C'est un cadeau très particulier. Le 23 décembre 2014, Google a écrit à trois journalistes de Wikileaks, Sarah Harrison, Kristinn Hrafnsson et Joseph Farrell, pour les informer que la firme de Mountain View avait fourni au FBI l'ensemble des e-mails et d'autres informations qu'elle détenait sur eux, en vertu d'un mandat de perquisition daté de mars 2012, resté secret jusque là.
"Nous sommes stupéfaits et troublés par le fait que Google ait attendu plus de deux ans et demi pour informer ses abonnés qu'un mandat de perquisition avait été délivré pour leurs enregistrements", s'élève leur avocat Michael Ratner, dans un courrier adressé ce lundi au président de Google, Eric Schdmit.
Selon les infomations du Guardian, l'ordre signé par le FBI et placé jusqu'à une date inconnue sous le sceau du secret imposait à Google de livrer l'ensemble des contenus des e-mails des trois personnes concernées, envoyés et reçus, l'ensemble des brouillons, et des e-mails effacés sur Gmail. L'ordonnance exigeait aussi la fourniture des adresses source et de destination de tous les courriels, leur horodatage, et les métadonnées sur leur volume et longueur. Le FBI a également demandé tous les renseignements détenus par Google sur les moyens utilisés par les suspects pour accéder à ses services, y compris les données bancaires. En clair, Google devait livrer tout ce qu'il avait en possession sur les trois individus.
Google a indiqué avoir fourni des informations au FBI suite à cette demande, mais sans préciser s'il y avait donné totalement satisfaction, ou s'il a refusé de tout livrer. "Nous suivons la loi comme toute autre entreprise", s'est contenté d'expliquer Google au journal britannique.
"GOOGLE AIDE LE GOUVERNEMENT À VIOLER LA CONSTITUTION"
Dans sa missive, l'avocat demande au président de Google s'il a tout fait pour s'opposer à la requête du FBI, ou pour la rendre publique au plus tôt. Il rappelle que confronté à une situation similaire, Twitter s'était battu pour protéger les intérêts de l'eurodéputée Birgitta Jonsdottir, qui fut activiste et porte-parole pour Wikileaks.
Dans un livre publié à la rentrée dernière, Julian Assange avait dénoncé avec force les liens incestueux entre Google et le gouvernement américain, en particulier en matière d'affaires diplomatiques. "Les aspirations géopolitiques de Google sont fermement mêlées dans celles de l'agenda des affaires étrangères de la plus grande superpuissance mondiale. A mesure que le monopole de Google sur la recherche et les services Internet s'accroît (…), son influence sur les choix et les comportements sur la totalité des être humains se traduit en un véritable pouvoir d'influer sur le cours de l'histoire", avait-il écrit.

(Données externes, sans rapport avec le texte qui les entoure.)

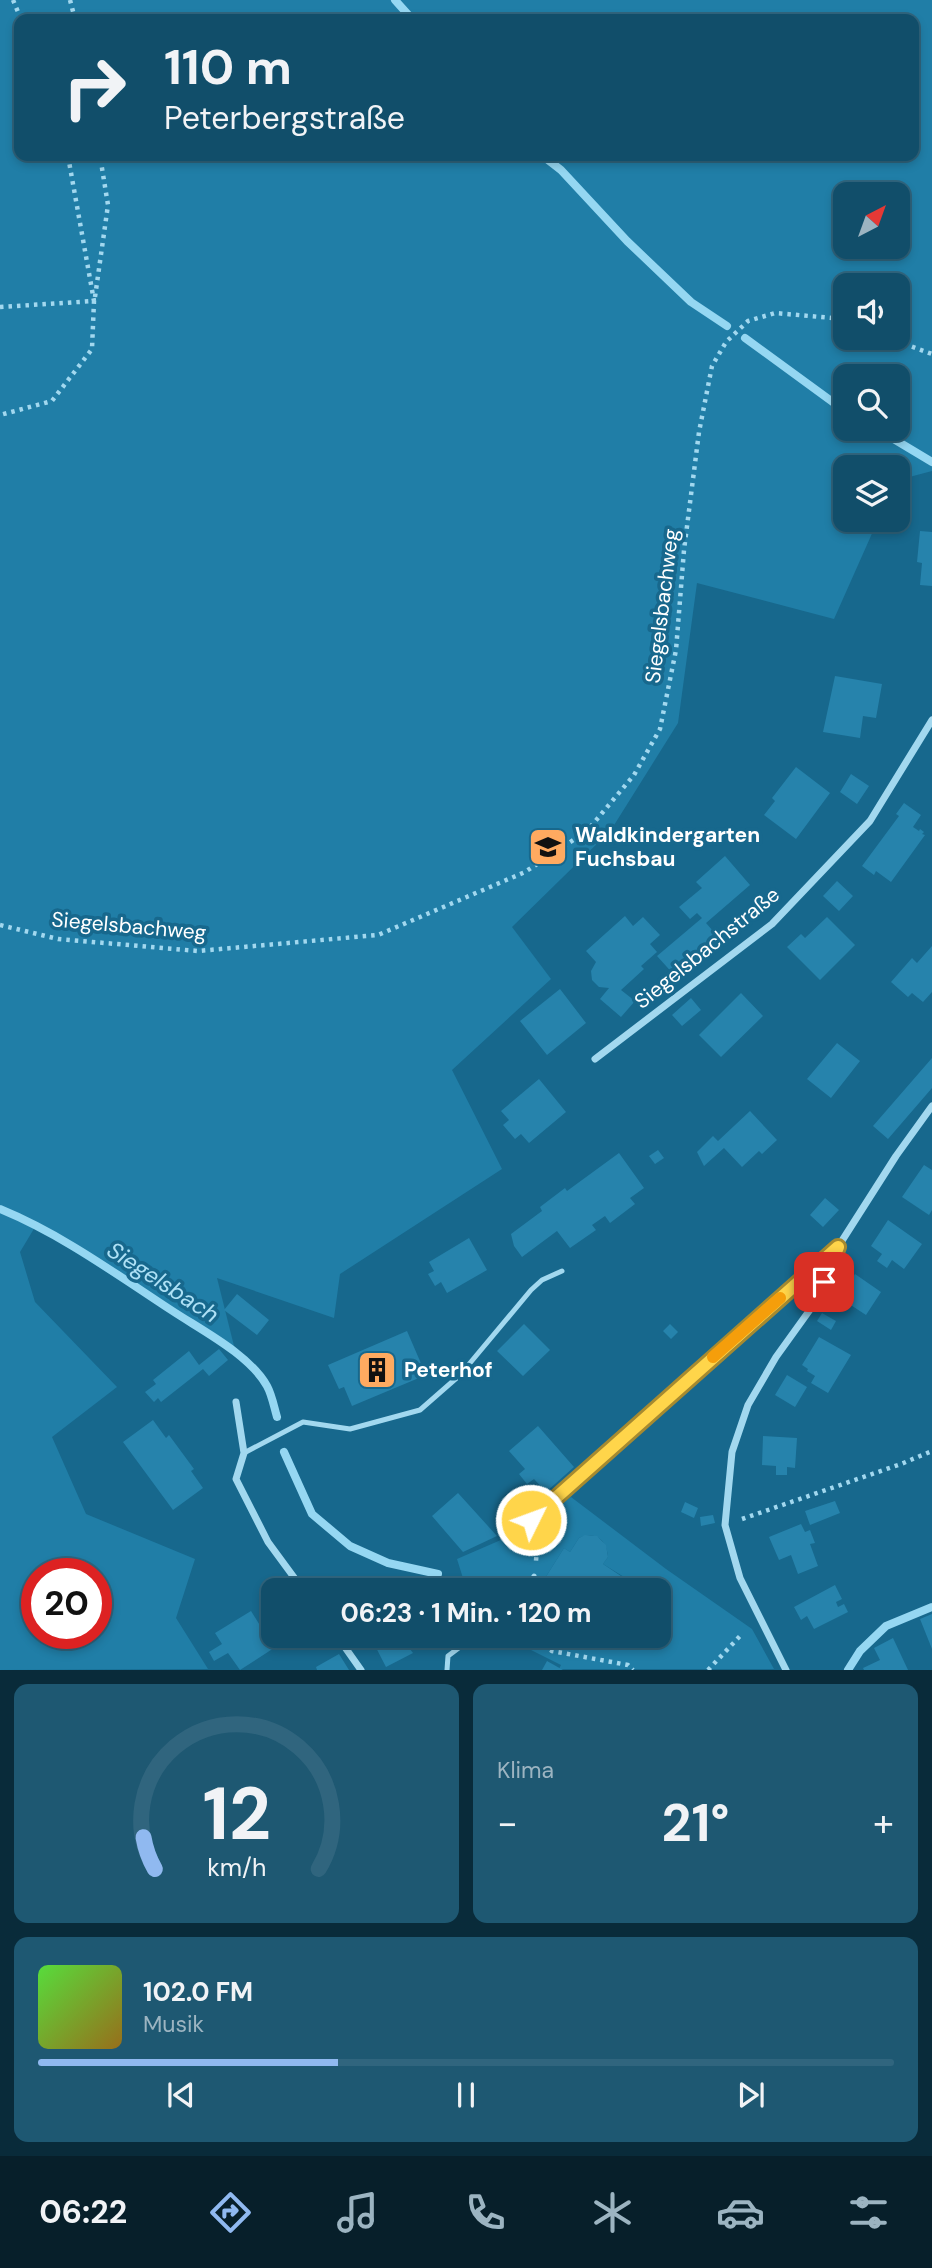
<!DOCTYPE html>
<html lang="de">
<meta charset="utf-8">
<style>
body{margin:0;font-family:"DM Sans",sans-serif;background:#1e5872;color:#f1f3f6;height:100vh;display:flex;flex-direction:column;font-size:26px;white-space:nowrap}
*{box-sizing:border-box;margin:0}
p{font-size:23px;color:#9cb4c1}
.icon{flex:none;width:38px;height:38px;fill:none;stroke:currentColor;stroke-width:2;stroke-linecap:round;stroke-linejoin:round}
.map{position:relative;height:1670px;overflow:hidden}
.drawer{display:flex;flex-direction:column;gap:14px;padding:14px;background:#092b3a;flex:1}
.drawer>*{flex:none}
.top-card{position:absolute;left:14px;top:14px;width:905px;height:147px;border-radius:14px;box-shadow:0 4px 10px #0003,0 0 0 2px #30657e;background:#114e6a;color:#f1f3f6;overflow:hidden}
.needle{width:46px;rotate:41deg}
.buttons{position:absolute;left:833px;top:182px;display:grid;gap:14px}
.buttons a{display:grid;place-items:center;width:77px;height:77px;border-radius:14px;background:#114e6a;box-shadow:0 4px 10px #0003,0 0 0 2px #30657e;font-size:35px}
.speed{position:absolute;left:21px;top:1558px;display:flex;gap:14px;font-size:35px;font-weight:700;text-align:center}
.speed>*{display:grid;place-content:center;width:91px;height:91px;border-radius:50%;background:#114e6a;box-shadow:0 4px 10px #0003,0 0 0 2px #30657e;line-height:1}
.speed .limit{border:10px solid #d22;background:#fff;color:#111}
.pin{position:absolute;display:grid;place-items:center;width:60px;height:60px;color:#fff;margin:-30px;border-radius:14px;box-shadow:0 4px 10px #0006}
.me{position:absolute;width:77px;margin:-38px;rotate:48deg;stroke-linejoin:round;filter:drop-shadow(0 0 5px #0008)}
.turn{display:flex;align-items:center;gap:24px;height:147px;padding:0 35px;font-size:32px}
.turn .icon{width:91px;height:91px;stroke-width:2.5}
.turn b{display:block;font-size:49px;line-height:60px}
.big{font-size:52px;font-weight:700;line-height:1.1}
.drawer .tile{flex:1;display:flex;flex-direction:column;justify-content:center;gap:10px;min-width:0;padding:0 24px;border-radius:14px;background:#1e5872}
.drawer .dial{align-items:center;gap:0}
.dial svg{height:182px;overflow:visible;fill:none;stroke:#30657e;stroke-width:7;stroke-linecap:round;text-anchor:middle}
.dial text{fill:#f1f3f6;stroke:none}
.song{display:flex;align-items:center;gap:21px}
.cover{width:84px;height:84px;border-radius:10px;background:linear-gradient(135deg,hsl(110 70% 55%),hsl(40 70% 35%))}
.played{height:7px;border-radius:4px;background:linear-gradient(90deg,#90b9f0 35%,#30657e 35%)}
.keys{display:flex;justify-content:space-around;direction:ltr}
.heat{display:flex;justify-content:space-between;align-items:center;font-size:38px;direction:ltr}
.drawer .tiles{flex:1;display:grid;gap:14px;grid-template-columns:1fr 1fr}
.tile:last-child{grid-column:span 2}
.trip{position:absolute;left:261px;top:1578px;width:410px;height:70px;border-radius:14px;background:#114e6a;box-shadow:0 4px 10px #0003,0 0 0 2px #30657e;font-weight:700;line-height:70px;text-align:center}
.tabs{display:flex;height:112px;justify-content:space-around;align-items:center;background:#071f2a;color:#9cb4c1}
.tabs .icon{width:49px;height:49px}
.tabs .on{color:#90b9f0}
.tabs b{font-size:32px;color:#f1f3f6}
.map>svg:first-child{display:block}
.green{fill:#207ea7;fill-rule:evenodd}
.lines{fill:none;stroke-linecap:round;stroke-linejoin:round}
.stream{stroke:#95d7f2;stroke-width:8}
.building{fill:#2683ac}
.path{stroke:#a2d8ef;stroke-width:4.5;stroke-dasharray:3.5 5;stroke-linecap:butt}
.service{stroke:#a2d8ef;stroke-width:5}
.minor{stroke:#a2d8ef;stroke-width:7}
.route-casing{stroke:#a68a30;stroke-width:18}
.route{stroke:#ffd54a;stroke-width:12}
.slow{stroke:#f59e0b;stroke-width:12}
.labels{text-anchor:middle;stroke-width:7;stroke-linejoin:round;paint-order:stroke}
.street-label{font-size:21px;fill:#fff;stroke:#17688d}
.poi-label{font-size:21px;font-weight:bold;fill:#fff;stroke:#17688d;text-anchor:start}
.water-label{font-size:23px;font-style:italic;fill:#aee1f6;stroke:#17688d}
</style>
<div class="map">
<svg width="932" height="1670" viewBox="0 0 932 1670">
<rect width="100%" height="100%" fill="#17688d"/>
<!-- green -->
<path class="green" d="M0 0H932V471L898 480V467H845V520H878L834 619 697 583 678 723 611 830 512 927 551 979 452 1070 502 1169 340 1274 334 1318 217 1278 236 1354 35 1227 20 1252 35 1302 117 1387 52 1437 86 1514 195 1559 176 1618 208 1669 0 1670ZM19 19H914V156H19ZM845 194H898V247H845ZM845 285H898V338H845ZM845 376H898V429H845ZM37 1573H96V1633H37Z
M571 1497 666 1569 752 1629 774 1669H559L561 1665 503 1636H658V1591H616L624 1577 603 1564 608 1557C607 1540 595 1530 579 1538L570 1552 564 1548 537 1591H467L457 1559 526 1529Z"/>
<g class="lines">
<!-- stream -->
<path class="stream" d="M395 0 412 19
M543 156 561 170 627 241 691 302 727 326
M745 338 845 411
M877 429 932 462
M0 1209C61 1234 116 1274 171 1310 201 1330 249 1354 267 1386 272 1395 274 1407 277 1417
M284 1452 312 1514 350 1546 388 1563 438 1574
M848 1670 860 1651 886 1626 932 1607"/>
</g>
<!-- building -->
<path class="building" d="M920 531 932 532V586L920 585 922 563 917 562Z
M835 676 882 684 876 718 863 716 860 738 823 732Z
M796 767 830 793 796 839 764 815 775 801 772 798Z
M851 774 869 786 857 804 840 792Z
M904 803 921 815 913 827 919 831 920 829 924 832 922 834 925 835 891 882 876 871 874 875 862 866 899 816 896 814Z
M725 856 750 885 706 923 720 939 676 977 657 956 702 918 697 913 690 919 679 907 702 888 696 882Z
M837 881 853 896 839 911 823 896Z
M625 916 633 926 643 917 660 935 650 944 657 952 641 966 644 969 621 990 635 1001 621 1017 600 999 609 988 599 987 592 980 591 971 596 962 586 951Z
M827 917 855 945 820 980 787 947 801 934 805 938Z
M932 946V992L923 1002 912 993 908 997 891 982 912 958 917 963Z
M560 989 586 1023 547 1055 520 1021Z
M741 993 763 1016 721 1057 699 1035Z
M691 998 701 1010 682 1026 672 1015Z
M837 1043 860 1061 831 1098 807 1079Z
M932 1058V1088L888 1139 873 1126Z
M539 1079 566 1112 529 1143 521 1134 515 1139 503 1125 509 1120 501 1111Z
M750 1111 777 1140 762 1154 759 1151 742 1167 724 1148 704 1166 697 1152 713 1136 718 1141Z
M658 1150 664 1158 655 1164 649 1156Z
M619 1153 644 1188 630 1198 635 1204 610 1223 605 1216 592 1225 596 1230 570 1248 557 1231 522 1257 514 1246 511 1234 542 1211 540 1207 565 1188 567 1191Z
M924 1165 932 1170V1210L929 1215 902 1197Z
M825 1198 839 1210 823 1227 810 1215Z
M888 1220 922 1244 904 1269 892 1260 887 1268 877 1261 882 1254 871 1246Z
M469 1238 487 1270 447 1293 441 1282 435 1286 428 1274 434 1271 429 1262Z
M855 1274 881 1292 866 1315 840 1298Z
M237 1294 269 1320 257 1335 224 1310Z
M822 1313 836 1321 831 1330 817 1321Z
M524 1324 550 1350 523 1376 497 1351Z
M670 1324 678 1332 671 1339 663 1331Z
M407 1331 426 1375 352 1406 344 1387 339 1389 328 1365Z
M819 1337 851 1355 828 1393 811 1383 815 1376 807 1371 808 1369 802 1365Z
M219 1349 228 1360 209 1376 203 1369 161 1402 158 1398 154 1402 145 1392 156 1384 153 1380 189 1351 199 1365Z
M787 1375 807 1387 795 1407 775 1395Z
M153 1420 166 1438 169 1435 194 1469 191 1471 203 1488 173 1510 123 1442Z
M538 1426 574 1467 546 1492 534 1479 527 1484 519 1474 525 1469 509 1451Z
M763 1436 797 1438 795 1468 787 1467V1475H776V1466L762 1465Z
M458 1493 497 1536 463 1552 432 1516Z
M835 1501 840 1513 810 1525 805 1511Z
M685 1502 698 1508 694 1518 681 1512Z
M713 1515 715 1523 701 1526 700 1517Z
M801 1524 805 1532 810 1530 815 1543 810 1544 818 1566 798 1574 791 1555 779 1560 769 1537Z
M585 1535 597 1536 606 1545 608 1557 603 1564 624 1578 616 1591H537L564 1548 570 1552 579 1538Z
M383 1582 388 1591H366Z
M835 1585 842 1599 836 1602 838 1607 844 1604 848 1612 814 1629 807 1616 801 1620 794 1607Z
M251 1611 274 1648 240 1670 228 1653 214 1661 209 1652 222 1644 215 1633Z
M932 1614V1649L920 1619Z
M370 1636H435L410 1649 413 1653 386 1667Z
M893 1638 908 1670H864L863 1668 880 1660 874 1648Z
M339 1654 349 1670H317L316 1667Z
M547 1661 563 1670H542Z"/>
<g class="lines">
<!-- path -->
<path class="path" d="M13 0 21 19
M70 0 75 19
M68 156 94 301
M95 297 108 205 100 156
M0 307 94 301 92 349 52 401 0 415
M888 338 932 354
M0 925 58 939 198 951 378 935 525 872 587 831 634 775 660 729 676 650 684 550 699 432 712 366 726 342 748 321 775 313 832 318 845 322
M742 1519 901 1464 932 1451
M534 1532 537 1548 536 1561
M529 1636 552 1651 628 1665 633 1670
M708 1670 741 1635"/>
<!-- service -->
<path class="service" d="M244 1453 303 1422 350 1429 420 1410 460 1375 531 1290 542 1280 562 1271
M531 1520 837 1247
M431 1585 435 1591
M527 1591 534 1576
M447 1670 448 1656 464 1644 492 1642 509 1636"/>
<!-- minor -->
<path class="minor" d="M595 1059 772 924 870 821 932 720
M236 1402 244 1453 236 1479 268 1542 304 1591
M337 1636 361 1670
M786 1670 740 1578 725 1525 732 1452 748 1405 776 1357 817 1300 838 1247 896 1156 932 1106"/>
</g>
<g class="lines">
<!-- route casing -->
<g class="route-casing">
<path id="route" d="M531 1520 838 1247 824 1282"/>
</g>
<!-- route -->
<use href="#route" class="route"/>
<!-- slow -->
<path class="slow" d="M713 1357 780 1298"/>
</g>
<!-- icons -->
<defs>
<g id="school-square" transform="scale(2.0125)"><rect x="-9" y="-9" width="18" height="18" rx="4" fill="#ffaa60" stroke="#17688d"/><path d="M0-5L7-2L0 1L-7-2ZM-4 1L0 2.5L4 1V4Q0 6-4 4Z" fill="#111"/></g>
<g id="building-square" transform="scale(2.0125)"><rect x="-9" y="-9" width="18" height="18" rx="4" fill="#ffaa60" stroke="#17688d"/><path d="M-4-6H4V6H1V3H-1V6H-4ZM-2.5-4.3h1.7v1.8h-1.7ZM.8-4.3h1.7v1.8H.8ZM-2.5-1h1.7V.8h-1.7ZM.8-1h1.7V.8H.8Z" fill="#111"/></g>
</defs>
<g fill-rule="evenodd">
<use href="#school-square" x="548" y="847"/>
<use href="#building-square" x="377" y="1370"/>
</g>
<g class="labels">
<!-- street labels -->
<g class="street-label">
<text transform="translate(662 606) rotate(-83)" y="7">Siegelsbachweg</text>
<text transform="translate(129 926) rotate(5)" y="7">Siegelsbachweg</text>
<text transform="translate(707 948) rotate(-39)" y="7">Siegelsbachstraße</text>
</g>
<!-- poi labels -->
<g class="poi-label">
<text x="575" y="842">Waldkindergarten<tspan x="575" dy="24">Fuchsbau</tspan></text>
<text x="404" y="1377">Peterhof</text>
</g>
<!-- water labels -->
<g class="water-label">
<text transform="translate(163 1282) rotate(33)" y="8">Siegelsbach</text>
</g>
</g>
</svg>
<div class="buttons">
<a><svg class="needle" viewBox="-14 -14 28 28"><path d="M0-13l5 13h-10z" fill="#e53935"/><path d="M0 13l5-13h-10z" fill="#9cb4c1"/></svg></a>
<a><svg class="icon" aria-label="sound" viewBox="0 0 24 24"><path d="M4 9h4l5-4v14l-5-4H4zM17 9q2 3 0 6"/></svg></a>
<a><svg class="icon" aria-label="search" viewBox="0 0 24 24"><circle cx="10" cy="10" r="6"/><path d="M15 15l6 6"/></svg></a>
<a><svg class="icon" aria-label="layers" viewBox="0 0 24 24"><path d="M12 4l9 5-9 5-9-5zM3 14l9 5 9-5"/></svg></a>
</div>
<div class="speed"><div class="limit">20</div></div>
<div class="pin" style="left:824px;top:1282px;background:#d93025"><svg class="icon" aria-label="arrive" viewBox="0 0 24 24"><path d="M6 21V4h12l-3 4 3 4H6"/></svg></div>
<svg class="me" style="left:531px;top:1520px" viewBox="-20 -20 40 40"><circle r="17" fill="#ffd54a" stroke="#fff" stroke-width="3"/><path d="M0-11L8 9 0 5-8 9z" fill="#fff"/></svg>
<div class="trip">06:23 · 1 Min. · 120 m</div>
<div class="top-card">
<div class="turn"><svg class="icon" aria-label="right" viewBox="0 0 24 24"><path d="M7 20v-9h11M14 6l5 5-5 5"/></svg><div><b>110 m</b>Peterbergstraße</div></div>
</div>
</div>
<section class="drawer">
<div class="tiles">
<div class="tile dial"><svg viewBox="0 0 100 80">
<path d="M14 69A42 42 0 1 1 86 69"/>
<path d="M14 69A42 42 0 0 1 9 55" stroke="#90b9f0"/>
<text x="50" y="56" font-size="32" font-weight="700">12</text>
<text x="50" y="72" font-size="11">km/h</text>
</svg></div>
<div class="tile"><p>Klima</p>
<div class="heat"><a>−</a><b class="big">21°</b><a>+</a></div>
</div>
<div class="tile">
<div class="song"><i class="cover"></i><div><b>102.0 FM</b><p>Musik</p></div></div>
<div class="played"></div>
<div class="keys"><svg class="icon" aria-label="previous" viewBox="0 0 24 24"><path d="M18 5L8 12l10 7zM5 5v14"/></svg><svg class="icon" aria-label="pause" viewBox="0 0 24 24"><path d="M8 5v14M16 5v14"/></svg><svg class="icon" aria-label="next" viewBox="0 0 24 24"><path d="M6 5l10 7-10 7zM19 5v14"/></svg></div>
</div>
</div>
</section>
<nav class="tabs">
<b>06:22</b>
<svg class="icon on" aria-label="directions" viewBox="0 0 24 24"><path d="M12 3l9 9-9 9-9-9zM9 14v-3h6M13 9l2 2-2 2"/></svg>
<svg class="icon" aria-label="music" viewBox="0 0 24 24"><path d="M9 18V5l10-2v13"/><circle cx="6" cy="18" r="3"/><circle cx="16" cy="16" r="3"/></svg>
<svg class="icon" aria-label="phone" viewBox="0 0 24 24"><path d="M5 4h4l2 5-3 2q2 4 5 5l2-3 5 2v4C11 20 4 13 5 4z"/></svg>
<svg class="icon" aria-label="climate" viewBox="0 0 24 24"><path d="M12 3v18M4 7l16 10M4 17L20 7"/></svg>
<svg class="icon" aria-label="car" viewBox="0 0 24 24"><path d="M5 17H2v-5l4-1 3-4h7l3 4 3 1v5h-3M9 17h6M6 11h13"/><circle cx="7" cy="17" r="2"/><circle cx="17" cy="17" r="2"/></svg>
<svg class="icon" aria-label="filters" viewBox="0 0 24 24"><path d="M4 7h16M4 17h16"/><circle cx="9" cy="7" r="2"/><circle cx="15" cy="17" r="2"/></svg>
</nav>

Interrogé par le Guardian, Julian Assage estime que cette nouvelle affaire montre que Google "se presse encore pour aider le gouvernement à violer la constitution, en délivrant les e-mails privés de journalistes en réponse à des réquisitions de type "donnez-nous tout ce que vous avez"".
La lettre de son avocat rappelle que lors d'un entretien avec Eric Schmidt le 19 avril 2011, un an avant l'ordre du FBI, Julian Assange avait demandé à Google qu'il adopte le même comportement de résistance que Twitter. Mais le patron du moteur de recherche s'était alors contenté de dire qu'il "ferait suivre" la demande au département juridique de Google, sans s'engager.
L'ordonnance du FBI s'était appuyée sur de prétendues violations des lois anti-espionnage des Etats-Unis, le vol de données appartenant à l'Etat, et la violation des lois contre les intrusions informatiques. Selon toutes vraisemblances, elle a été délivrée dans le cadre de l'enquête sur Bradley/Chelsea Manning, qui avait fourni à Wikileaks des centaines de milliers de documents confidentiels de la diplomatie américaine.
En août 2013, Manning avait été condamné à 35 ans de prison.